At least 30 people sentenced to death for terrorist attack in Tunisia
Tunisia’s Criminal Court on terrorism cases in the capital’s Court of Appeal has sentenced 31 people to death over the 2014 terrorist attack on the house of former Interior Minister Lotfi Ben Jeddou.
Among the 31 suspects are Seifallah Ben Hassine, known as Abu Ayyad, an associate of late al-Qaeda leader Osama Bin Laden and founder of the militant group Ansar al-Sharia. He is also the main suspect in a series of terrorist acts, including the assassination of Tunisian leftist Chokri Belaid and MP Mohamed el-Brahmi.
The 31 suspects, who include Algerians as well as Tunisians, were sentenced in absentia. Some of them are reportedly dead.
Algerian Khalid al-Shayeb, known as Luqman Abu Sakhr, was among them.
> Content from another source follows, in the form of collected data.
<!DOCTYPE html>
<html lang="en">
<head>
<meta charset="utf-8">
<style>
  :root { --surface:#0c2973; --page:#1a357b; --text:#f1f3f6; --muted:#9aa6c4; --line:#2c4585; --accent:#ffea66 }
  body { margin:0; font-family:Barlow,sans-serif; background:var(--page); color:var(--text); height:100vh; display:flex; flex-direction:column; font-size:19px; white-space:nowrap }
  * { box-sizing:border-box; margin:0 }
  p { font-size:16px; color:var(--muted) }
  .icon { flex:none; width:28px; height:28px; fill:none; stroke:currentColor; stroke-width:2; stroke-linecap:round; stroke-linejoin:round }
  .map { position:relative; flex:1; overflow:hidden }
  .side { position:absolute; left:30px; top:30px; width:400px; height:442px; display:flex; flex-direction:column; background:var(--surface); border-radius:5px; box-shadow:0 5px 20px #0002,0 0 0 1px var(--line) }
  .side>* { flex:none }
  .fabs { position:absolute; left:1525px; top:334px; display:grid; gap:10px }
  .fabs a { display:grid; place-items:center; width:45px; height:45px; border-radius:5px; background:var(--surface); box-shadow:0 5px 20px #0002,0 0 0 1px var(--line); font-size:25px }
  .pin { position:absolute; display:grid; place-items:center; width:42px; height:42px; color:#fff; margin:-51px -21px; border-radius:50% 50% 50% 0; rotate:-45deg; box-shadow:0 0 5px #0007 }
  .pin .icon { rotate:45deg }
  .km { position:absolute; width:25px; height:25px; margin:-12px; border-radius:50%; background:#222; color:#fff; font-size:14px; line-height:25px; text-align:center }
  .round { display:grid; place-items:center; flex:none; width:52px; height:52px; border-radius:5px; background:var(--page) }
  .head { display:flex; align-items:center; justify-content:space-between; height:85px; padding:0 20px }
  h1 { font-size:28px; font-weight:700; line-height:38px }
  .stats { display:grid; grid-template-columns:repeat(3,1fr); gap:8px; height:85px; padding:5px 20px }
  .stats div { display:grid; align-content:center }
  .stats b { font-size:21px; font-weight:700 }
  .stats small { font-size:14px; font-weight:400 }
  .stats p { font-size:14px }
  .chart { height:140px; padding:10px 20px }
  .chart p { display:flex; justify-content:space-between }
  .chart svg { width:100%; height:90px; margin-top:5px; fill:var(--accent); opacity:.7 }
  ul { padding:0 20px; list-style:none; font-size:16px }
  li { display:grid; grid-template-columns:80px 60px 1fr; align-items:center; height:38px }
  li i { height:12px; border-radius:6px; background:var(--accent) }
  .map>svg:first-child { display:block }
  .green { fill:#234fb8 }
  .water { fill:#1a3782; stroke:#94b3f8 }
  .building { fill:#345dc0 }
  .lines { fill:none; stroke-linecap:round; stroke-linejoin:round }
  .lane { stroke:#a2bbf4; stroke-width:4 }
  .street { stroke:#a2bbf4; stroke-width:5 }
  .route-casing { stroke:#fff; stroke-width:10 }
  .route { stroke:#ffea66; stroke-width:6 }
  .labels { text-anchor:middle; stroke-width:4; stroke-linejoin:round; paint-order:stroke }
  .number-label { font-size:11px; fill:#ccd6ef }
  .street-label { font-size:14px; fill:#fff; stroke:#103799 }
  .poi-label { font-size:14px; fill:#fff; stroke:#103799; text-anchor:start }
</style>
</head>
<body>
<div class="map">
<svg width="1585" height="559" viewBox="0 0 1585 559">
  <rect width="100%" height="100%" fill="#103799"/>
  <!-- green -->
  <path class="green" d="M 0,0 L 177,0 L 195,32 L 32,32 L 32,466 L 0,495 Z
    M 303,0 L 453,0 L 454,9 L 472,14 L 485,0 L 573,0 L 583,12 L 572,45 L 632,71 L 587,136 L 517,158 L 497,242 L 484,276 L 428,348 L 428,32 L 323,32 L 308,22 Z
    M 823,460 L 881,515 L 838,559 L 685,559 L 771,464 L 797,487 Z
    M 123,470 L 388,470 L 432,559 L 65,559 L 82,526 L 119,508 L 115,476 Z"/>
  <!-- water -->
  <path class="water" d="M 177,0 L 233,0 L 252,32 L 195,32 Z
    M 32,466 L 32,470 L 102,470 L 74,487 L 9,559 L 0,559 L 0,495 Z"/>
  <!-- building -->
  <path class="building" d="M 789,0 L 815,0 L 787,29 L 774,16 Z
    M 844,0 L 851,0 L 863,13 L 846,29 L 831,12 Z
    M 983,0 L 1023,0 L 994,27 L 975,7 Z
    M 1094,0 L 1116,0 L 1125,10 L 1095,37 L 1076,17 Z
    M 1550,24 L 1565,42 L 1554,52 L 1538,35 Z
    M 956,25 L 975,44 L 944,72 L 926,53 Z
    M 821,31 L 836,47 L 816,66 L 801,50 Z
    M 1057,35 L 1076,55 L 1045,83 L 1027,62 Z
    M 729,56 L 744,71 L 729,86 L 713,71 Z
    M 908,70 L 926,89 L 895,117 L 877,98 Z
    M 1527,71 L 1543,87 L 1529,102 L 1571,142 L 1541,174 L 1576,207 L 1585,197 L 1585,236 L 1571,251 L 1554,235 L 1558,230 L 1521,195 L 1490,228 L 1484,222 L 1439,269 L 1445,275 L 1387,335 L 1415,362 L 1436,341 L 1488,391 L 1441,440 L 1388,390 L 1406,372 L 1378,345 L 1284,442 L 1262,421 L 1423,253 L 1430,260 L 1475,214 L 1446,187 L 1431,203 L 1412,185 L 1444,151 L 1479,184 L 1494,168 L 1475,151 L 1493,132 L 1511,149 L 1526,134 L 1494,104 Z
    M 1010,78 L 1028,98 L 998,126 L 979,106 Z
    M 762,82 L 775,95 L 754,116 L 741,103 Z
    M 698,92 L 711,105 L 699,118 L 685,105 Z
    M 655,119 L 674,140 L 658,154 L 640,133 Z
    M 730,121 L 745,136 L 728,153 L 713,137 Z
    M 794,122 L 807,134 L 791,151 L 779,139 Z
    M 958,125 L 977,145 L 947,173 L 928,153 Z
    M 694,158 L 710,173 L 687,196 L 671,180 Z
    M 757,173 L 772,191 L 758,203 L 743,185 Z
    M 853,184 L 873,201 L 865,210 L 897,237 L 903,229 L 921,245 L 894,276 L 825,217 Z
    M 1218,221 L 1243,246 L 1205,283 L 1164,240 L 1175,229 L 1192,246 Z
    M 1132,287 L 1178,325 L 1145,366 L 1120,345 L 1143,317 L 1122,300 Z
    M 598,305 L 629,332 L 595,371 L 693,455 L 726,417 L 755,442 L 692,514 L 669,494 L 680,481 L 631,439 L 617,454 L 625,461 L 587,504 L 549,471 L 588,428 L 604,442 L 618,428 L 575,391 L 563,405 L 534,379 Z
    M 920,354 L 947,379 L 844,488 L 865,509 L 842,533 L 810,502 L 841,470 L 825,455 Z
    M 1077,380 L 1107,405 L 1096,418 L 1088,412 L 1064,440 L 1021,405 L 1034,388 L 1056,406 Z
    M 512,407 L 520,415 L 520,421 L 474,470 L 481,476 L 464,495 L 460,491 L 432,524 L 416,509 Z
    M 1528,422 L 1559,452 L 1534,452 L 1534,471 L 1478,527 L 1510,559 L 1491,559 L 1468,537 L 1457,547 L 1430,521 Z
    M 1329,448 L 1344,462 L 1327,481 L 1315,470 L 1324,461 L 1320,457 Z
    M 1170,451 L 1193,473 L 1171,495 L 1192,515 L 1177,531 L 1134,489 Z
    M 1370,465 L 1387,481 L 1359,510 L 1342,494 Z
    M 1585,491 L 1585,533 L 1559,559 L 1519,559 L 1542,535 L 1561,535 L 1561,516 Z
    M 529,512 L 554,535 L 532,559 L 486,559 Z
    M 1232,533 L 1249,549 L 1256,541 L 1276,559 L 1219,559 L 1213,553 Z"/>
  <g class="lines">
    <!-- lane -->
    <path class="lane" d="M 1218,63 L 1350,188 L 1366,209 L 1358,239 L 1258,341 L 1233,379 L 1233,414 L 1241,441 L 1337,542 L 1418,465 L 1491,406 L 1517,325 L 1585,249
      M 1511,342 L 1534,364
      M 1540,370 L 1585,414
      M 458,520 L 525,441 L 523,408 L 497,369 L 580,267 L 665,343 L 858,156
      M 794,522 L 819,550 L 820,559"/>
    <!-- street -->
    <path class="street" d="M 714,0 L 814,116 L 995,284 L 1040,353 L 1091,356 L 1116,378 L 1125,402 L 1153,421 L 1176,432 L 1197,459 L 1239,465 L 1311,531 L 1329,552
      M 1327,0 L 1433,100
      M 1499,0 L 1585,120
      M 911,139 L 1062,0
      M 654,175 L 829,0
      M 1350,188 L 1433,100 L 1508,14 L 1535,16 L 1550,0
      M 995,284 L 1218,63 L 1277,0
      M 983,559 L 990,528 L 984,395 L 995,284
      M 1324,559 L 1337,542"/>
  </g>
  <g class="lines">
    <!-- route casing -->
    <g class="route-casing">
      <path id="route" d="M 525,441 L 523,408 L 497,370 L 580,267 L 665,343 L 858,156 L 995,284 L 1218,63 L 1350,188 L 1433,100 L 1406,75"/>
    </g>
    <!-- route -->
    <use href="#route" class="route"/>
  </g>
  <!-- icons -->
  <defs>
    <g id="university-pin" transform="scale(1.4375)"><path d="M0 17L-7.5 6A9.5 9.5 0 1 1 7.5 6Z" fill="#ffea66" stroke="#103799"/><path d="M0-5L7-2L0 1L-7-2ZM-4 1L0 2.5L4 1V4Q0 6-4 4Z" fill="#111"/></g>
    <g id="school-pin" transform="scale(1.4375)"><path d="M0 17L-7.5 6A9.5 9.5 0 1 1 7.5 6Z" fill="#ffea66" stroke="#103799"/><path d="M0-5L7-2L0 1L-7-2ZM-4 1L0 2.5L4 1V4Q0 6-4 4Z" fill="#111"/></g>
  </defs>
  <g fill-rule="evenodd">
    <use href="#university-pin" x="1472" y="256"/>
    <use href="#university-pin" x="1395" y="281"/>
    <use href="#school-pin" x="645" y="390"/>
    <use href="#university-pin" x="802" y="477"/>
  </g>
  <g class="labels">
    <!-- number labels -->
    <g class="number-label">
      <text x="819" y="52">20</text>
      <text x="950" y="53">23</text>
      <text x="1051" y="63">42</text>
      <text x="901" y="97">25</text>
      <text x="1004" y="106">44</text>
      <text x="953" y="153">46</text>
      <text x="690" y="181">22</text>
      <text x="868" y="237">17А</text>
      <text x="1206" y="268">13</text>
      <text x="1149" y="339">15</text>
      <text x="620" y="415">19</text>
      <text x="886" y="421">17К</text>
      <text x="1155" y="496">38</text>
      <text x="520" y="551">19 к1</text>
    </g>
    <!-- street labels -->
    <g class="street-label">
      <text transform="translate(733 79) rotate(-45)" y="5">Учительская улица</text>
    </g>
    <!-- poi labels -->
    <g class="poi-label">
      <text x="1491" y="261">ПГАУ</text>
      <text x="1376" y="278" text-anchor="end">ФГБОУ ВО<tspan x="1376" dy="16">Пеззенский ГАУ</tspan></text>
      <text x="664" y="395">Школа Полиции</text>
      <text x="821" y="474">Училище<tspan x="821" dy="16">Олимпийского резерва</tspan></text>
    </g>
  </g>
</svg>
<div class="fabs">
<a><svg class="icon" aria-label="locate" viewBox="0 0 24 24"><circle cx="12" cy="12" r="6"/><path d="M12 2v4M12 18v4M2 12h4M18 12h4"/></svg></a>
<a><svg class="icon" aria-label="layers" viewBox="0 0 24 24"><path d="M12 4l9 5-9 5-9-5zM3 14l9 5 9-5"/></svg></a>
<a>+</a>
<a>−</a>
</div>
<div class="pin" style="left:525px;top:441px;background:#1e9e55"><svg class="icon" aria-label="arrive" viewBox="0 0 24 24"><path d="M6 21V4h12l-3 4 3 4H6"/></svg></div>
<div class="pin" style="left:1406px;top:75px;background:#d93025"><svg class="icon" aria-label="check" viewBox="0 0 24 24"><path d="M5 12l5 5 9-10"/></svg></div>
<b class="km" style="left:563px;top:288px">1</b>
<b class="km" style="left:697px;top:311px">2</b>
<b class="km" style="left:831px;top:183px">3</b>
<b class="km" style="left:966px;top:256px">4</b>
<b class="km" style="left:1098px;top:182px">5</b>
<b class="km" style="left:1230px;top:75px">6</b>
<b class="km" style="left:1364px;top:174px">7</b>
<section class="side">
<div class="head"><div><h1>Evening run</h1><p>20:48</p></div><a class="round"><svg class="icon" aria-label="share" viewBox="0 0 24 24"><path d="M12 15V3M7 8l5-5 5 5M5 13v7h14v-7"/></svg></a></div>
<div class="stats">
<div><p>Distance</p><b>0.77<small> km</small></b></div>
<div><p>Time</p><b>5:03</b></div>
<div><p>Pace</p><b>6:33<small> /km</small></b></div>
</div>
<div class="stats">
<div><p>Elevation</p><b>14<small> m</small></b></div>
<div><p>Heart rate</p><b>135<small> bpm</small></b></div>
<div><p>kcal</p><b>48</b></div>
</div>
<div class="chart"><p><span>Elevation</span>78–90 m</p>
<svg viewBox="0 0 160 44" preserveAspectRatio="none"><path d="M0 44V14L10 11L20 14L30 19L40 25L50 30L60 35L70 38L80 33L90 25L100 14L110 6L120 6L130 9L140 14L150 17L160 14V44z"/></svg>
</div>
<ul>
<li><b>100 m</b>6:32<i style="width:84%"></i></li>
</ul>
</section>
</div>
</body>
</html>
He was allegedly killed in 2015 during armed clashes in the Gafsa region of southwestern Tunisia.
The court also sentenced one defendant to three years in prison, seven others to ten years, while a number of other suspects received 20-year or life sentences.
In addition, the Tunisian judiciary acquitted seven defendants of terrorism charges.
In May 2014, a terrorist group attacked Ben Jeddou’s house in Kasserine, killing four Tunisian security agents and injuring several others.
In other news, 19 letters containing potentially deadly toxins addressed to prominent journalists, politicians and trade unionists, have been intercepted by police at the central Post Office in Tunis and taken for testing.
The National Unit of Investigation for Terrorist Affairs and Organized Crime revealed that the toxic substance was made in Tunisia inside a laboratory.
The Ministry of Interior indicated that it is monitoring the movements of the terrorist cells that plotted the attack, especially that the deadly poison was made with local Tunisian expertise and required huge financial support.